I outline some reasons to be skeptical about whether Kennedy would be willing to cast a fifth vote to hold bans on same-sex marriage unconstitutional here. At a minimum, there’s no reason to simply assume that “[t]here are 5 votes for a constitutional right to same-sex marriage.” The typically overrated assertions of America’s most overrated justice notwithstanding, it wouldn’t be remotely difficult for Kennedy to distinguish Lawrence and Perry if he wanted to do so. It might be different if Lawrence had been based on equal protection, but the fact that it was a privacy case gives him an easy exit route. All he would have to do is point to the status quo on abortion, in which the state cannot ban abortion but can exclude abortion from medical funding, although the central purpose of the Hyde Amendment is to obstruct the exercise of a constitutional right. And there are other important contextual differences between this case and the major liberal (or half-liberal) rulings Kennedy has joined: upholding Perry would have a much larger policy impact and have significantly less public support.
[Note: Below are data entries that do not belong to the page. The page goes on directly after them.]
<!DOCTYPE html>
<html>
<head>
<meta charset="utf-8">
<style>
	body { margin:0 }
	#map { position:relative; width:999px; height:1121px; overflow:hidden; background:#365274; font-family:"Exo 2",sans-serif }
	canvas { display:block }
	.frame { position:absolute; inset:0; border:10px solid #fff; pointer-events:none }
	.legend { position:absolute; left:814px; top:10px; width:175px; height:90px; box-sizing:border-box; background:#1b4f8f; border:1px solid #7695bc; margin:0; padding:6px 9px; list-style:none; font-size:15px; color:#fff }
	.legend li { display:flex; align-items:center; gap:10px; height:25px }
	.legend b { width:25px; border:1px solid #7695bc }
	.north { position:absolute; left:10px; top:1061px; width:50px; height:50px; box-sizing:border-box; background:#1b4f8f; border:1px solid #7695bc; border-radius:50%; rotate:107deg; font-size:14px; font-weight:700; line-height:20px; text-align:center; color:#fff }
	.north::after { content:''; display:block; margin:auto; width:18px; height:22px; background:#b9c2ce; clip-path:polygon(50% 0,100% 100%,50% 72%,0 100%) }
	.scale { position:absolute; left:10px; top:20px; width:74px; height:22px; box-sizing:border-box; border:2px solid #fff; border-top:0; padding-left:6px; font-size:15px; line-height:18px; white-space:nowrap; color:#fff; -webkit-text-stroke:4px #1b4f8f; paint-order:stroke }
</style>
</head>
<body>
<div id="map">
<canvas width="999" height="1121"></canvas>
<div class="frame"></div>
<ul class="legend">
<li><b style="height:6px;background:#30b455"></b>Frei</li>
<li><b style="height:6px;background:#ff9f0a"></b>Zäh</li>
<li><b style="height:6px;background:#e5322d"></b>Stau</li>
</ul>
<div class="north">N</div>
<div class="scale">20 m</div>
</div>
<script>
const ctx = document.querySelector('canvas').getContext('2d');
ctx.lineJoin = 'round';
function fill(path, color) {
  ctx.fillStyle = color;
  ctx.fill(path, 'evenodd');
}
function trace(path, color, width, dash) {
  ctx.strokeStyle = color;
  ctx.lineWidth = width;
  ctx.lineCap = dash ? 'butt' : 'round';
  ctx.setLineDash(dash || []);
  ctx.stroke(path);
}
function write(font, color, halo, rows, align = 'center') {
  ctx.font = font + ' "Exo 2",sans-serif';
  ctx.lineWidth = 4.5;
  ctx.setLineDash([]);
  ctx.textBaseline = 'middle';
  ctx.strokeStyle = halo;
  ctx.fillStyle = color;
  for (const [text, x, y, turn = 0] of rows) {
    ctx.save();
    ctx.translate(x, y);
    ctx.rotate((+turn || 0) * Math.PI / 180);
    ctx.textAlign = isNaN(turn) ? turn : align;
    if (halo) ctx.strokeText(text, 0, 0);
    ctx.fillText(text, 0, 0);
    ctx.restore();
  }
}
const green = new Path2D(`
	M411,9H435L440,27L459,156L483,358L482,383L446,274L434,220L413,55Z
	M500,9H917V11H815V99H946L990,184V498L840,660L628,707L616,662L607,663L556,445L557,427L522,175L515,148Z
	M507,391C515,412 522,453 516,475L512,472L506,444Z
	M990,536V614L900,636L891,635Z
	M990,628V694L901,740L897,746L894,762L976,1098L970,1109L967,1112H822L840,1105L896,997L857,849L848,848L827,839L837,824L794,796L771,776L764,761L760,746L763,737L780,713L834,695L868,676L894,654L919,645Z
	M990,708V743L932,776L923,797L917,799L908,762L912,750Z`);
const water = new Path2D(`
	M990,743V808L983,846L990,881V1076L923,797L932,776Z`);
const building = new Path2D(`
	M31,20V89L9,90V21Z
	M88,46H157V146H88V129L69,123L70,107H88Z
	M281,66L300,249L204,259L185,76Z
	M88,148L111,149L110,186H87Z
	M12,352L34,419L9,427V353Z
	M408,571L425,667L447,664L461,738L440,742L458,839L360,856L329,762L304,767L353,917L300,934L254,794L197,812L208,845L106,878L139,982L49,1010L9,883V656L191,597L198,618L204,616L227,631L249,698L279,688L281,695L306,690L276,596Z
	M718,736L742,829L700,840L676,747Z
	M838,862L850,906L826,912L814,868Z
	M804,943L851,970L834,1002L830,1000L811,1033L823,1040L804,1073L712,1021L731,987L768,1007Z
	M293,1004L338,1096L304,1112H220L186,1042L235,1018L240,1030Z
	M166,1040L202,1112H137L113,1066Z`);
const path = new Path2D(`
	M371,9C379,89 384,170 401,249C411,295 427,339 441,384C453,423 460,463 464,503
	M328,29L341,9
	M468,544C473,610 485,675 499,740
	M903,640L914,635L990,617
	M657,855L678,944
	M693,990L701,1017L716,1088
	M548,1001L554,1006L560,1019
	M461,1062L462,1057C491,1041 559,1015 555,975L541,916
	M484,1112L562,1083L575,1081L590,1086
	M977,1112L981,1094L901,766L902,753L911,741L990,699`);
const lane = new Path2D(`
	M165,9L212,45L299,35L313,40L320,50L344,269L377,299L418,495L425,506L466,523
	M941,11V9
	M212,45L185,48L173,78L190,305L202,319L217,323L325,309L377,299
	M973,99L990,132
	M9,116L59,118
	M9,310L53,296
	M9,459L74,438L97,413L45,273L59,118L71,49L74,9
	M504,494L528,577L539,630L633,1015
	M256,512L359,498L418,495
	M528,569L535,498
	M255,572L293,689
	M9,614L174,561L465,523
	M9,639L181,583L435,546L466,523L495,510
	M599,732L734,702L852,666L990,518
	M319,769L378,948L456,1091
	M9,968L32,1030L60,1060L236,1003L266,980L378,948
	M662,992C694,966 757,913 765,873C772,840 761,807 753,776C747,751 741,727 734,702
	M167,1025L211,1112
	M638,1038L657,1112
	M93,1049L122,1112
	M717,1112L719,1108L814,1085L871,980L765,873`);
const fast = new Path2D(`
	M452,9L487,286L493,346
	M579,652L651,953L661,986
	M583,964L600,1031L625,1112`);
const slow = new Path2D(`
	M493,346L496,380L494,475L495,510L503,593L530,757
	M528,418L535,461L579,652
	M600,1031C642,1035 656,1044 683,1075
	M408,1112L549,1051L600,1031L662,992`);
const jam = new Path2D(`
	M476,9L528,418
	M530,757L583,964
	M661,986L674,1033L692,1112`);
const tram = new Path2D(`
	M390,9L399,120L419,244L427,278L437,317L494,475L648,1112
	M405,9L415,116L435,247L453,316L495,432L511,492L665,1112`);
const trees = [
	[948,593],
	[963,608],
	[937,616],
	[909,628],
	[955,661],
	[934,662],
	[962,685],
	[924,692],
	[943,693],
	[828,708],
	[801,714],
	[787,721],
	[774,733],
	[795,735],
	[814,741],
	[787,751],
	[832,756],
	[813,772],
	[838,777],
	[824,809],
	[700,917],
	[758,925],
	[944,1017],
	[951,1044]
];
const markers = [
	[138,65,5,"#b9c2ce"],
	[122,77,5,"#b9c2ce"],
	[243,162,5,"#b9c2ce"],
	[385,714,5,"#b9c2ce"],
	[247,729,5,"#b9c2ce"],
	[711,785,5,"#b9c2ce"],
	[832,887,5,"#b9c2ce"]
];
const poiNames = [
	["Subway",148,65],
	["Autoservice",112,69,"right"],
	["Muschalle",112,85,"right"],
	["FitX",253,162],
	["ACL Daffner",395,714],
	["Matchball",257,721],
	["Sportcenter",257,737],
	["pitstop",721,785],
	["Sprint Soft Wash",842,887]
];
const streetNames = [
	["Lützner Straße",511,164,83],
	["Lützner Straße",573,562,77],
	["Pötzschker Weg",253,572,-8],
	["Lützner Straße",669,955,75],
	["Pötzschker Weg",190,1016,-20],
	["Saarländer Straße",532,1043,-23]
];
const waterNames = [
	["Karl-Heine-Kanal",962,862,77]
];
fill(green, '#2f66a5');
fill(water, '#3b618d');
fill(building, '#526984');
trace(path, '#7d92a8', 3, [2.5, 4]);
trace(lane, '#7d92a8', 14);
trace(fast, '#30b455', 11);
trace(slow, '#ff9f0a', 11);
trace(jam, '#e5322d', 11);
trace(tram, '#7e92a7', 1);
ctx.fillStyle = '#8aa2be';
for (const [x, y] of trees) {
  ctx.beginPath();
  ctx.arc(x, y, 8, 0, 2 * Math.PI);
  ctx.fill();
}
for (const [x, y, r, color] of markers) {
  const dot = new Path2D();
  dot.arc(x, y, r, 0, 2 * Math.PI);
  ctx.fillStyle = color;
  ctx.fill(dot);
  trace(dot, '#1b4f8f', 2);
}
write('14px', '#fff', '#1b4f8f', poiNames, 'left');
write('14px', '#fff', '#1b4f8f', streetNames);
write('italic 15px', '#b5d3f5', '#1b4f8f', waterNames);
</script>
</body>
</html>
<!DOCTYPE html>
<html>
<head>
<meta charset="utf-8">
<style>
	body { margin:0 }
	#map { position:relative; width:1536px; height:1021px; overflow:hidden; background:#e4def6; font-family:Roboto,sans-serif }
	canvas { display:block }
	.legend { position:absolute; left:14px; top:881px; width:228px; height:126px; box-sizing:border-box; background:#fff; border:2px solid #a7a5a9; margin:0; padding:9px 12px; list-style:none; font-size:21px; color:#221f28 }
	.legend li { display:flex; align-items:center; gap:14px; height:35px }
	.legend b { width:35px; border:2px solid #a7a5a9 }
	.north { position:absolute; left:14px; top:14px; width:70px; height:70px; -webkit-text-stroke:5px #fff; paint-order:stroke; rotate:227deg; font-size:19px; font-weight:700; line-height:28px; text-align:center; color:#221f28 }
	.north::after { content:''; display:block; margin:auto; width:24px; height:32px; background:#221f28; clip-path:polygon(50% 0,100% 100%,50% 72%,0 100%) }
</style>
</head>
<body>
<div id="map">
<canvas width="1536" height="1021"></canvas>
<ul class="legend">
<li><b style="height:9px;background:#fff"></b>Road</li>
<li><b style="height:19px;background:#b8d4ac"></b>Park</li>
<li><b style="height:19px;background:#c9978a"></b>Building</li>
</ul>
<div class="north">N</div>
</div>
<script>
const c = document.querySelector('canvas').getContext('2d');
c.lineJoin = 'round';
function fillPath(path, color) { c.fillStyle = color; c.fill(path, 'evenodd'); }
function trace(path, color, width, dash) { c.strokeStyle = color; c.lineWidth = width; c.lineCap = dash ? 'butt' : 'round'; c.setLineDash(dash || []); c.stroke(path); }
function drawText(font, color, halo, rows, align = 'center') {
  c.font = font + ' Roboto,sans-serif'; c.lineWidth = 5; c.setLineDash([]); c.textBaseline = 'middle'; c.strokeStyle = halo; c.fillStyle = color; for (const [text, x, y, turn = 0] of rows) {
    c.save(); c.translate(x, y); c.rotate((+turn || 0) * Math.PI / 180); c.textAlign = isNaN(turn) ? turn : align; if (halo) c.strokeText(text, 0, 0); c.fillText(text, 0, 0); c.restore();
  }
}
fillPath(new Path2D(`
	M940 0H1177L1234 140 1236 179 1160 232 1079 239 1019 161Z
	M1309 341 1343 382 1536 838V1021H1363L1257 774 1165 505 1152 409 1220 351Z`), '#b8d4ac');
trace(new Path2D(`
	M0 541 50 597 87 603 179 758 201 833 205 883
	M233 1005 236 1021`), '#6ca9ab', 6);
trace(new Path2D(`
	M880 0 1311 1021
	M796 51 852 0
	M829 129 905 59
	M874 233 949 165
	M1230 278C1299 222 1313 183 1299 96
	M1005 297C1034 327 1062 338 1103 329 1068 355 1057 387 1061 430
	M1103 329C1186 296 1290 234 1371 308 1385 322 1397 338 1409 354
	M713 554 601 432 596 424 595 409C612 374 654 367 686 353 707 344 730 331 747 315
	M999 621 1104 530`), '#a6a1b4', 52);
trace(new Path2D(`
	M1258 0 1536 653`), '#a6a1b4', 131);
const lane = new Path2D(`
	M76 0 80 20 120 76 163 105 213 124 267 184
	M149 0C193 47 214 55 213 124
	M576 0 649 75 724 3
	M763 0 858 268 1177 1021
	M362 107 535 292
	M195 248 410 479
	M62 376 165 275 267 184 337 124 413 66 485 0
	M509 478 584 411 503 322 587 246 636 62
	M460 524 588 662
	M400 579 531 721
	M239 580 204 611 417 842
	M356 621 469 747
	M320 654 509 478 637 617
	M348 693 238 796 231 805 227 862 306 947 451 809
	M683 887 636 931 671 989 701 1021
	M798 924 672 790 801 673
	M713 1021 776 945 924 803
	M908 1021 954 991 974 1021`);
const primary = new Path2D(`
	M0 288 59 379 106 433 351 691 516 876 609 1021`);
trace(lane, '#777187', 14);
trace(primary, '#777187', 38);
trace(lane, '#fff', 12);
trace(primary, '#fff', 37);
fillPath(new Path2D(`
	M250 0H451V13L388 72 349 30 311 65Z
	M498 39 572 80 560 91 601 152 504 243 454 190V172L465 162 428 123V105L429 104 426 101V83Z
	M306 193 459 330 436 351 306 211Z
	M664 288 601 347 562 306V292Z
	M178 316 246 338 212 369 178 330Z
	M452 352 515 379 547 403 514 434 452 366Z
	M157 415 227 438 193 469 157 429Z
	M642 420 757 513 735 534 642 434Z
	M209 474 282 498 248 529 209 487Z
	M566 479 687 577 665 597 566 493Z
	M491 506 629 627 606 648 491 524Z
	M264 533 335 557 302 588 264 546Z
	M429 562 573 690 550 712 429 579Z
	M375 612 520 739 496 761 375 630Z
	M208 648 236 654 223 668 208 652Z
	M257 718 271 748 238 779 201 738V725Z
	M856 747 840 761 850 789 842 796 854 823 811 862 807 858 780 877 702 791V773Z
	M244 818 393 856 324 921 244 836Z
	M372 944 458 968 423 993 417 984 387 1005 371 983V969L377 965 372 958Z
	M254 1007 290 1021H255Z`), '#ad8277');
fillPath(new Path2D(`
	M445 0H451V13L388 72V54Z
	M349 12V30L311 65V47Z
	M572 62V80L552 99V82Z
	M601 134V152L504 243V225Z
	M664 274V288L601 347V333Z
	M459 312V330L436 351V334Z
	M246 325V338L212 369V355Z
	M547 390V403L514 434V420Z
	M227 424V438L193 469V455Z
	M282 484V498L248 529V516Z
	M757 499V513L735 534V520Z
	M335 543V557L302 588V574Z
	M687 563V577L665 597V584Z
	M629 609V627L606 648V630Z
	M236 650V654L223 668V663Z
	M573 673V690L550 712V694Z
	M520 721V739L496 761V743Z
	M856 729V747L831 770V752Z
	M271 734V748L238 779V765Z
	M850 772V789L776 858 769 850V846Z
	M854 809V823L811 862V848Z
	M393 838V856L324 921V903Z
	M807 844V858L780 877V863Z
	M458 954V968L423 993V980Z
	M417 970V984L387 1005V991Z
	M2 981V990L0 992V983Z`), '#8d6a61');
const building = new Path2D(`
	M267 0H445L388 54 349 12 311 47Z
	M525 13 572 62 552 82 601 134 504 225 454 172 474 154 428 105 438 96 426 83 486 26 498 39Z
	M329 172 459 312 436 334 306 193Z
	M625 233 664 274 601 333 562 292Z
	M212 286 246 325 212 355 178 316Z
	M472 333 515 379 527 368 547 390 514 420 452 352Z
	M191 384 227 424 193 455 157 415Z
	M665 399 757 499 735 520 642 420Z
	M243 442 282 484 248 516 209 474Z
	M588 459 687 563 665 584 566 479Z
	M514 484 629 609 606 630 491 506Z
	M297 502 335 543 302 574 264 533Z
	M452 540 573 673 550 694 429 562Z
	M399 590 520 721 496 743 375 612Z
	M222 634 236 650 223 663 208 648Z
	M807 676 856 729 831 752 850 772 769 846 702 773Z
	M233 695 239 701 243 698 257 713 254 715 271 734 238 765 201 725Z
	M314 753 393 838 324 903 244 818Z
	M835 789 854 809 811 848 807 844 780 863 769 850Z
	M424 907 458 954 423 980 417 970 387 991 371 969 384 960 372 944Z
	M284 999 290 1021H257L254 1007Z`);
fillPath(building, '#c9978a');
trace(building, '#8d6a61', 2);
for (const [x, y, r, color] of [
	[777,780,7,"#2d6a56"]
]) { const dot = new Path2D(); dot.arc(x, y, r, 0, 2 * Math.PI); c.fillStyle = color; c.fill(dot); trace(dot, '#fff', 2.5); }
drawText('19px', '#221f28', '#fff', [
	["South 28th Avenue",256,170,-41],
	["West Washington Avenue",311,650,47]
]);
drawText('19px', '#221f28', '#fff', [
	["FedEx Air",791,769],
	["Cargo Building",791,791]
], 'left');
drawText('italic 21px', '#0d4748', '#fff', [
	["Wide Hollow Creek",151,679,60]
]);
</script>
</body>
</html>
It’s possible that Kennedy could provide a fifth vote to uphold Perry, and it was shrewd of Walker to cite Kennedy as much as he could, but on the basis of what we know I would definitely bet against it.

One thing I didn’t address is the possibility that there could be some way of upholding Prop 8 without creating a national right to same-sex marriage (in a manner similar to the way Romer ruled Colorado’s Amendment 2 unconstitutional without explicitly overruling Bowers.) I’m very skeptical about this, in part because it’s hard to see any way of invalidating Prop 8 that wouldn’t apply to other same-sex marriage bans (whether or not the Court makes that explicit.) One intriguing possibility suggested by a commenter is that Prop 8 could be considered irrational because California already grants all of the material benefits of marriage, so refusing to apply the title of marriage to same-sex unions is just raw discrimination that the Court ruled unconstitutional in Romer. I don’t know if Kennedy would buy it, but it’s a clever argument. But the problem is that — like conservative attempts to have the insurance mandate ruled unconstitutional — it would be very much a “be careful what you wish for” outcome. Because it would create a perverse incentive for states that don’t want to recognize same-sex marriage rights to keep their marriage regimes as inequitable as possible in order to avoid a challenge under Perry/Schwarzenegger, it would probably make the policy status quo worse in the short term. It’s possible that Kennedy (or even Roberts) could write such an opinion, but I wouldn’t count that as a victory for same-sex marriage rights, although at least it would make future challenges to marriage discrimination easier to mount.